ACM Neto critica plano de vacinação do governo federal: “peça de ficção”


O presidente nacional do DEM e ex-prefeito de Salvador, ACM Neto, usou as redes sociais, nesta sexta-feira (19/2), para criticar o plano nacional de vacinação contra a Covid-19, doença causada pelo novo coronavírus, elaborado pelo governo federal.

Na gravação, Neto disse que enquanto a doença continua se espalhando pelo país com uma nova cepa do vírus, o Brasil vacinou uma pequena parcela da população. Ele sugeriu que o governo federal não pode mais se “furtar às suas responsabilidades” diante da crise sanitária.
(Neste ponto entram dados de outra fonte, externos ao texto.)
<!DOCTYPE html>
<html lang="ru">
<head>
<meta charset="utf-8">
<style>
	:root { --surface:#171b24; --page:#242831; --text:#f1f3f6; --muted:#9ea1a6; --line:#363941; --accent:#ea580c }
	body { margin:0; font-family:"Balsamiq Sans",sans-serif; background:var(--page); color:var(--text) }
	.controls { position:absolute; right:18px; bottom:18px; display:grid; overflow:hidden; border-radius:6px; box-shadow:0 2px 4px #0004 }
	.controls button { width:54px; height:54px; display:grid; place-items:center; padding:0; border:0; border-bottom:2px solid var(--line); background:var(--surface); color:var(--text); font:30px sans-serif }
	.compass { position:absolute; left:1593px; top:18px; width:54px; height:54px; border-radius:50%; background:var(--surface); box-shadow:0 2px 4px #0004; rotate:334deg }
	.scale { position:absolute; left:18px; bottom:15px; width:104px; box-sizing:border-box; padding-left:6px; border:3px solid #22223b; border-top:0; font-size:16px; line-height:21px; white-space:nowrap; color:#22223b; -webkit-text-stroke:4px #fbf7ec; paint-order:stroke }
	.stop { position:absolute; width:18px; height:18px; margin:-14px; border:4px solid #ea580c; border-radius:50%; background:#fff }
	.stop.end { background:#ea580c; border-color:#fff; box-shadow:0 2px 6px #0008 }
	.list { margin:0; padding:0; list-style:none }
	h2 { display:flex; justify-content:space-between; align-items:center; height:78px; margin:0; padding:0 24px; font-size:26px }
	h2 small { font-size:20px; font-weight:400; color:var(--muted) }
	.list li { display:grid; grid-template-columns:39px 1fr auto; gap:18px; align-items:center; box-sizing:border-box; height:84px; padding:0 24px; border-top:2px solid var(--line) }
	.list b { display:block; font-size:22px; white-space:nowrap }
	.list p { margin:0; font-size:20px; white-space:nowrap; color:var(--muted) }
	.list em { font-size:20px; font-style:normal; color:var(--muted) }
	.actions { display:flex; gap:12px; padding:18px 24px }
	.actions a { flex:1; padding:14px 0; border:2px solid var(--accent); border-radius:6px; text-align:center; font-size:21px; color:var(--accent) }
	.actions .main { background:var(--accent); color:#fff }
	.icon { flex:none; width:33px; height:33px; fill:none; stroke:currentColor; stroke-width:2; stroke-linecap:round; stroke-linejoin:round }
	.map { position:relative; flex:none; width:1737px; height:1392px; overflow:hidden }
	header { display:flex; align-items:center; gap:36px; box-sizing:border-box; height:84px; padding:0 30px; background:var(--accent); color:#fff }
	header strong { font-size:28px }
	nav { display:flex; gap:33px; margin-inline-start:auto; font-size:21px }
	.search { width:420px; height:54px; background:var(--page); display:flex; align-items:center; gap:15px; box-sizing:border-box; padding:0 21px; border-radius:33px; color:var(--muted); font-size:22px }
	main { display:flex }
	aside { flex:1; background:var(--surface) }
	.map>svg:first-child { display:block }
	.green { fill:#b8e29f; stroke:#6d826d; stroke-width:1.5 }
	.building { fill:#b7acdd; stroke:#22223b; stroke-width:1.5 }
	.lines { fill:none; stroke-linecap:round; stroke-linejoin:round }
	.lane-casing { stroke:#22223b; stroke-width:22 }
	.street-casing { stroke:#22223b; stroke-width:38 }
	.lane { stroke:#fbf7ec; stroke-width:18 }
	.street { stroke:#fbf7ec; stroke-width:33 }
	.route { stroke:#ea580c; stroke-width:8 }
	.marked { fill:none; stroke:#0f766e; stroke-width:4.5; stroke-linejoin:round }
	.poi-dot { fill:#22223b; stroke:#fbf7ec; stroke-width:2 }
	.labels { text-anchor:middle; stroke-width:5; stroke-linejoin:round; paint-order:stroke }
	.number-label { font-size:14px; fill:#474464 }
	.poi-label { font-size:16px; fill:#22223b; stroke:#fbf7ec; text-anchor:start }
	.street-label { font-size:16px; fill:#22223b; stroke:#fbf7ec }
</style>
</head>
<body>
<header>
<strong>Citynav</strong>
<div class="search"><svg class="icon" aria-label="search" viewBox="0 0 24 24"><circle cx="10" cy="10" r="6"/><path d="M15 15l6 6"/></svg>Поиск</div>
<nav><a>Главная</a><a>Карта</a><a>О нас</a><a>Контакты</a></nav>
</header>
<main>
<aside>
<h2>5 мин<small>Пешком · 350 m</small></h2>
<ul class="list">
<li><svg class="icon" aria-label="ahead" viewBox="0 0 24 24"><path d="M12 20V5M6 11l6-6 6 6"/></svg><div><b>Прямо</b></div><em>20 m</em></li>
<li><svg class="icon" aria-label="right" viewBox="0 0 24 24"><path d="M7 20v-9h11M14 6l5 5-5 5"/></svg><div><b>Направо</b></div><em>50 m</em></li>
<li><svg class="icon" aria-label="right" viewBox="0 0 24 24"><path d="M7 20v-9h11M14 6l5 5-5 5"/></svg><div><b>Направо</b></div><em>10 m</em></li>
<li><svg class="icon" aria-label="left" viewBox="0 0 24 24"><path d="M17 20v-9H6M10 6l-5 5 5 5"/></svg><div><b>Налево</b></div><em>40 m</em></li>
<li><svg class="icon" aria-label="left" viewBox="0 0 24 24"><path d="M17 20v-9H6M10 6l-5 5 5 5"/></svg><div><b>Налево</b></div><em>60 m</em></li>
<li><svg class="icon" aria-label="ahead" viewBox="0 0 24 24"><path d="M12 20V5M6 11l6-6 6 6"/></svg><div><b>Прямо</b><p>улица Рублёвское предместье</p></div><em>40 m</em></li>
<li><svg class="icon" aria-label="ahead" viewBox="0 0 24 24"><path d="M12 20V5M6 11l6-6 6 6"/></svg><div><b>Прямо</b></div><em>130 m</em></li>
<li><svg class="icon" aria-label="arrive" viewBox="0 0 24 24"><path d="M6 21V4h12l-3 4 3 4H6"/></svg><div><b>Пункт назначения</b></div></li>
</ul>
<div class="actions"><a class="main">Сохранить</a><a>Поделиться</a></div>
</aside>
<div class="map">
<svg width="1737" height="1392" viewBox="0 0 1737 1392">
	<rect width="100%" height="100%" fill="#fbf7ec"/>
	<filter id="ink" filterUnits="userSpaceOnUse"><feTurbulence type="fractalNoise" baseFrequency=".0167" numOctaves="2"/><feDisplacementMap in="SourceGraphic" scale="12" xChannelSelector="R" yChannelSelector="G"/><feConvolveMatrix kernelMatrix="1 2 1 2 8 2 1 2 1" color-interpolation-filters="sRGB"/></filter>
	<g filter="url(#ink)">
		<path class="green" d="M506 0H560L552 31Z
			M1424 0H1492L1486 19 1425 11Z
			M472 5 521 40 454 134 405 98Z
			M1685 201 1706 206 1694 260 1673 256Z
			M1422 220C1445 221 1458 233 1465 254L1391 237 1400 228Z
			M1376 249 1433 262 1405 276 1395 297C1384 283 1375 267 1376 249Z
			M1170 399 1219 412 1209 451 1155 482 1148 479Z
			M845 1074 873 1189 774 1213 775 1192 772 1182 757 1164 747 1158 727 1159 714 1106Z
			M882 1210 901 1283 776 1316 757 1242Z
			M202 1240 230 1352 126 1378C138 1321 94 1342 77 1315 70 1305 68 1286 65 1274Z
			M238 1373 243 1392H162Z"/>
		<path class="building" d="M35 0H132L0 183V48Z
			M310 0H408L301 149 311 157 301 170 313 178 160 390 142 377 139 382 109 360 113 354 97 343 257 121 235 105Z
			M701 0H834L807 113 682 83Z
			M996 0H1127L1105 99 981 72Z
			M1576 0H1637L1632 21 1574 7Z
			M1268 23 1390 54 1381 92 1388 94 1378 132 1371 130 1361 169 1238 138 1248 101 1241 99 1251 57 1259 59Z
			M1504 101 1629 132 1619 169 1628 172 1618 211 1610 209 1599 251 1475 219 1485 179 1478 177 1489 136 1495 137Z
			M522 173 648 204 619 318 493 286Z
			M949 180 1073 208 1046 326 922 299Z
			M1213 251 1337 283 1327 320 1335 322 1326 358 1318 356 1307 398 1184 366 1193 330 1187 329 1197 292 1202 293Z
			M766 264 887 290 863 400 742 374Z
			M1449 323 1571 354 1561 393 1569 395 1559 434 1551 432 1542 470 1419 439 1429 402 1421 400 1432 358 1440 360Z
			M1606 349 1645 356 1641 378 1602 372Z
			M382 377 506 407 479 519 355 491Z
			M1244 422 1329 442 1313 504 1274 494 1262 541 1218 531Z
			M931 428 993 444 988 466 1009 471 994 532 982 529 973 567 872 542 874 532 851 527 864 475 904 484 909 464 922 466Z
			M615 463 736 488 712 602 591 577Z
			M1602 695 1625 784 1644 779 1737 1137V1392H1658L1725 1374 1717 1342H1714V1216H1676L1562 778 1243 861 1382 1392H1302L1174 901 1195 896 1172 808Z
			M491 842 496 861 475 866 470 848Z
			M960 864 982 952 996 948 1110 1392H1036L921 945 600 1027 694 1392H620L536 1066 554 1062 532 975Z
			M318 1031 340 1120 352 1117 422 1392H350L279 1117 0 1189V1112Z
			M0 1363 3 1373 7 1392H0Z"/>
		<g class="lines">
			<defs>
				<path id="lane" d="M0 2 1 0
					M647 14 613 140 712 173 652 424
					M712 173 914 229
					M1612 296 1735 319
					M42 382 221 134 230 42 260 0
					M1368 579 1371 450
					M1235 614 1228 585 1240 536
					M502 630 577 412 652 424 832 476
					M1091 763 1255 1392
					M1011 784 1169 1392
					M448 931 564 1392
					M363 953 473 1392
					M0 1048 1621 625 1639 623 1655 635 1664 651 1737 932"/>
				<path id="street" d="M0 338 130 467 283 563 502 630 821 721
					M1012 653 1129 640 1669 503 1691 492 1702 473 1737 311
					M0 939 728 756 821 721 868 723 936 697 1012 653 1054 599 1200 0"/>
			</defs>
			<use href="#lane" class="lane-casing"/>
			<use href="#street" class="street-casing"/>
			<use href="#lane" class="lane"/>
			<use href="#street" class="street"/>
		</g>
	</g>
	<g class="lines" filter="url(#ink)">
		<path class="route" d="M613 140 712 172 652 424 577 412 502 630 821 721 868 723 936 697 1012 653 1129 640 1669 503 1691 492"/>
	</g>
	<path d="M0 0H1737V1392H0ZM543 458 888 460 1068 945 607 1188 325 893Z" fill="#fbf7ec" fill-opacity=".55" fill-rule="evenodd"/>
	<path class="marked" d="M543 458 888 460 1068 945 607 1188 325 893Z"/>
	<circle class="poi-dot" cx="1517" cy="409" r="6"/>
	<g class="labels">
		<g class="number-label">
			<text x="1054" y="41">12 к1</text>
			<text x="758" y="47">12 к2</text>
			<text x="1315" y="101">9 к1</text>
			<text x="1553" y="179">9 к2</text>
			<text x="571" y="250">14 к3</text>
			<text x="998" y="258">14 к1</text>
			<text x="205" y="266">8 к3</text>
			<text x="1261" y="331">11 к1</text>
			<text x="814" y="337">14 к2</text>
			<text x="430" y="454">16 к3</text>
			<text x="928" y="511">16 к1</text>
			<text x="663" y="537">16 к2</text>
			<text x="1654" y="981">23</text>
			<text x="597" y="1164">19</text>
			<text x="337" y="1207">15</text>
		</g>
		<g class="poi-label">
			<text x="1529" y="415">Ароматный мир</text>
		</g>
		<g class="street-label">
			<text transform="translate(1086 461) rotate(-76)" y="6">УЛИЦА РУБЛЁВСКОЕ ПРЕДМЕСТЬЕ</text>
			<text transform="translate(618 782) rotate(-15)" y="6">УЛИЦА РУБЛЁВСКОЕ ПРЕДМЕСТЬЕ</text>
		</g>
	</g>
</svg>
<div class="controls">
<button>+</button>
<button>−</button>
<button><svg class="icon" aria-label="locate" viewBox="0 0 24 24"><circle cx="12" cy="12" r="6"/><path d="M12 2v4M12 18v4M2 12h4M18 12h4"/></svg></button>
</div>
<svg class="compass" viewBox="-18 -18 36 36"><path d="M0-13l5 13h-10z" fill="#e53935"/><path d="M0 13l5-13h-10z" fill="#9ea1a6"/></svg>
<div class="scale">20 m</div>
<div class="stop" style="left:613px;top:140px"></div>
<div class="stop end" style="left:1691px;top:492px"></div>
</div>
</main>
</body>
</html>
“Agora, já não mais como prefeito, e sim como cidadão, não posso deixar de compartilhar com vocês da enorme preocupação com o que está acontecendo. Nós estamos vendo muitas cidades do Brasil entrarem em colapso em seu sistema de saúde. Começam de fato a faltar leitos, a haver super lotação nas UPAs e nos hospitais. E com isso, o risco de muitas pessoas não serem atendidas e irem a óbito em função da Covid-19”, iniciou Neto.

Segundo ele, a população deve tomar consciência da gravidade e da seriedade deste momento e se atentar a postura do Governo Federal. “Primeiro em relação ao negacionismo, fato de ter minimizado a importância da pandemia e seus efeitos, não só nas vidas, mas também no plano econômico e social”.

“O Plano Nacional de Imunização é uma peça de ficção. Enquanto a Covid-19 continua se espalhando rapidamente e passamos a lidar com uma nova cepa do vírus, possivelmente mais contagiosa e agressiva, o Brasil só vacinou 2,6% da população. O governo federal não pode mais se furtar às suas responsabilidades diante dessa tragédia sanitária e econômica. Precisamos vacinar o máximo de pessoas – e o quanto antes”, argumentou o ex-gestor explicando que neste ritmo deve demorar cerca de quatro anos para que toda a população brasileira seja imunizada contra a Covid-19.

ACM Neto comparou a situação do Brasil com a de países que seguiram a ciência em meio a pandemia da covid-19 tiveram resultados satisfatórios para a saúde pública e economia: “Países que seguiram a recomendação da ciência já trazem evidências de que esse é o único caminho para salvar vidas e reaquecer a economia. É o caso de Israel, que vacinou quase metade da população e já é tido como exemplo mundial pelo planejamento e agilidade”, disse.

ACM Neto finaliza fazendo um apelo para que haja mais vacinas disponíveis para a população brasileira.